┌──

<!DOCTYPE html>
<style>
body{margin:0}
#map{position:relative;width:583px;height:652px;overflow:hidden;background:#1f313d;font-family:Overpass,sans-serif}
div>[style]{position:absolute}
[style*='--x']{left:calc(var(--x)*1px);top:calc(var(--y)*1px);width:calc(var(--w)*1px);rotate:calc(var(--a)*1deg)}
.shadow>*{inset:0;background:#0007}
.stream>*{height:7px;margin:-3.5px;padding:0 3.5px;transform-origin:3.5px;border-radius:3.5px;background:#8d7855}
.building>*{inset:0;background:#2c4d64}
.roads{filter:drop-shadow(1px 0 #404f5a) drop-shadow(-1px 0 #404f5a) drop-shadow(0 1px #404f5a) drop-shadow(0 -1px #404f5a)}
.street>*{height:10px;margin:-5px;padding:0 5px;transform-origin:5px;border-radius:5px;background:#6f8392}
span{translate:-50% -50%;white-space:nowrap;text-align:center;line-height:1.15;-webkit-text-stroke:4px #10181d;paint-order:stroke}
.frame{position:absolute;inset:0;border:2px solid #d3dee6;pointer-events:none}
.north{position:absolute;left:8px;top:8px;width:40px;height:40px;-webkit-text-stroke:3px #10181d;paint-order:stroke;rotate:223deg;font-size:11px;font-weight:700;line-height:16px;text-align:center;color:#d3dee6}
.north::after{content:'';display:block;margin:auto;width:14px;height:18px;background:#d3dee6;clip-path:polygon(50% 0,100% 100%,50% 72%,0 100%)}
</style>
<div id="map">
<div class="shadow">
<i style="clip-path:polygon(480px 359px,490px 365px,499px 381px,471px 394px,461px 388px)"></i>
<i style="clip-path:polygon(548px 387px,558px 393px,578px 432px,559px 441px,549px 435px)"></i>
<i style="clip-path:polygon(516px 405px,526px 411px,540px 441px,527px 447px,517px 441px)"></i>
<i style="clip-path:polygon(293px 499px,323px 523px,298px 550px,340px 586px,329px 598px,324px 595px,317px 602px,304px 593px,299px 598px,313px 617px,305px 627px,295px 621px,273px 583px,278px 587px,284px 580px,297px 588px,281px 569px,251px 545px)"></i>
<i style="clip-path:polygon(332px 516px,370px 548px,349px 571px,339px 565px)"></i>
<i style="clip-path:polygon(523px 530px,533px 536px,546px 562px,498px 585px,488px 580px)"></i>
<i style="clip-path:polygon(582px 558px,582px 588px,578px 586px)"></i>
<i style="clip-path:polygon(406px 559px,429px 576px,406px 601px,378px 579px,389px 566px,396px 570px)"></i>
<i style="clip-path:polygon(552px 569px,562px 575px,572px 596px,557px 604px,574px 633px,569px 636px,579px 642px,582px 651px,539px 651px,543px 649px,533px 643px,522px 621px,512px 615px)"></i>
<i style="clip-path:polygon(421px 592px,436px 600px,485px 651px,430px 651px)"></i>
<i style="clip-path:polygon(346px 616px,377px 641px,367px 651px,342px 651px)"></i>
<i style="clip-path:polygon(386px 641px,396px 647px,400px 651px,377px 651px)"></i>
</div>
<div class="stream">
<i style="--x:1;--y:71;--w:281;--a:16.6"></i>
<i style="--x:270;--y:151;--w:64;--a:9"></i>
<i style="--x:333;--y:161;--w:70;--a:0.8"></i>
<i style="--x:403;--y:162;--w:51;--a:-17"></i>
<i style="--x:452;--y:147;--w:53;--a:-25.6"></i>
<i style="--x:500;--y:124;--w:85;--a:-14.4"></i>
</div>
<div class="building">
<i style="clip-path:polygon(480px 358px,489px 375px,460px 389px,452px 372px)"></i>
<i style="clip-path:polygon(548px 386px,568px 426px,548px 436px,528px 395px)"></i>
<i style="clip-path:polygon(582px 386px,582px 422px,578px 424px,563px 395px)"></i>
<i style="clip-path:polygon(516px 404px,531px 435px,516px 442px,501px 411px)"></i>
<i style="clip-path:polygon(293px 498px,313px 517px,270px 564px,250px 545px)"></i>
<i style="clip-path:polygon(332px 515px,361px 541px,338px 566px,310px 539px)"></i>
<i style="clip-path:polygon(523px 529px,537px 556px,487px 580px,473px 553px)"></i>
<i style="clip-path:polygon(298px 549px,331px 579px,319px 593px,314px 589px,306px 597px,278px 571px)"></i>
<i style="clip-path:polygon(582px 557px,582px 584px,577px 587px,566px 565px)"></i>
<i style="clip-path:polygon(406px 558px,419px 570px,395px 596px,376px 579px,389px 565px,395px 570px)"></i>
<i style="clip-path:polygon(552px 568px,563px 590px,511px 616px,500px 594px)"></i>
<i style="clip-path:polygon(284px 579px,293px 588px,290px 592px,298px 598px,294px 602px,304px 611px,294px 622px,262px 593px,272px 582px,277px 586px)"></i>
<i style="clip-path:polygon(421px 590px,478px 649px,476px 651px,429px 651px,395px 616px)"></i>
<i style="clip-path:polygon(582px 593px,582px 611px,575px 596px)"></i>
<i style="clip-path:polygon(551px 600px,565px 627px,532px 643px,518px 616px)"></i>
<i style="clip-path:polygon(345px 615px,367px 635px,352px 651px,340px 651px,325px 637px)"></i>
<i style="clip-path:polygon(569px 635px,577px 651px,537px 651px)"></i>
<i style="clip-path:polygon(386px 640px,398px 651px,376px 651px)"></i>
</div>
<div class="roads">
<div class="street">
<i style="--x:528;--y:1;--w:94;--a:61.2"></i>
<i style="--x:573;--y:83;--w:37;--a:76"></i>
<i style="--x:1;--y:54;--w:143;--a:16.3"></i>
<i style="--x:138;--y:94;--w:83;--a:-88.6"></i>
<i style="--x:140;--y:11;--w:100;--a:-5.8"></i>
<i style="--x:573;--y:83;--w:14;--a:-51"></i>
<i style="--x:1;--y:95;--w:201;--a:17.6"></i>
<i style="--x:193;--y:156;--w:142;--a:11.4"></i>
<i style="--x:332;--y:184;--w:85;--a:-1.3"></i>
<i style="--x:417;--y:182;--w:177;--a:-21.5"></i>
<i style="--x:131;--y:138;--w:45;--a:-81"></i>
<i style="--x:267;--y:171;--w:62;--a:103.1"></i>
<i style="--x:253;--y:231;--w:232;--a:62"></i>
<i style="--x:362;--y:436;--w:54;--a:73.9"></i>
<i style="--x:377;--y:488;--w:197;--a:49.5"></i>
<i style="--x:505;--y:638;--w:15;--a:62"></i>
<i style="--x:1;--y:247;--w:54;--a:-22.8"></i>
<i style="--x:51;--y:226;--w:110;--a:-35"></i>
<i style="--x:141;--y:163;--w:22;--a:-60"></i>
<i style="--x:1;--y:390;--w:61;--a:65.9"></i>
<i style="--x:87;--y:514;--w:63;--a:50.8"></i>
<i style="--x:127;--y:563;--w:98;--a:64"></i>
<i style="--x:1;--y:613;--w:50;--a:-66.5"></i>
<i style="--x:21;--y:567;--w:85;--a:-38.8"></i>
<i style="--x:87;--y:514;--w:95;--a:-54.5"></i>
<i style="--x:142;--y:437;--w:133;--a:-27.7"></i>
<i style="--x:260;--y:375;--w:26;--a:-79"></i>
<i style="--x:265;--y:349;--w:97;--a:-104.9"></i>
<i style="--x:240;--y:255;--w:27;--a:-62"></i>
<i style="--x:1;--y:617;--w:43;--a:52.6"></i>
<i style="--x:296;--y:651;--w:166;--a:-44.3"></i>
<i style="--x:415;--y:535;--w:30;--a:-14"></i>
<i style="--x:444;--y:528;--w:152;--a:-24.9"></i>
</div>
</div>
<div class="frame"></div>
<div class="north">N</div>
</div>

└──

> **Problem to solve**
Please tally the lines of the entries that contain the string "stream" and reply with the count alone.

> **Response to the exercise**
2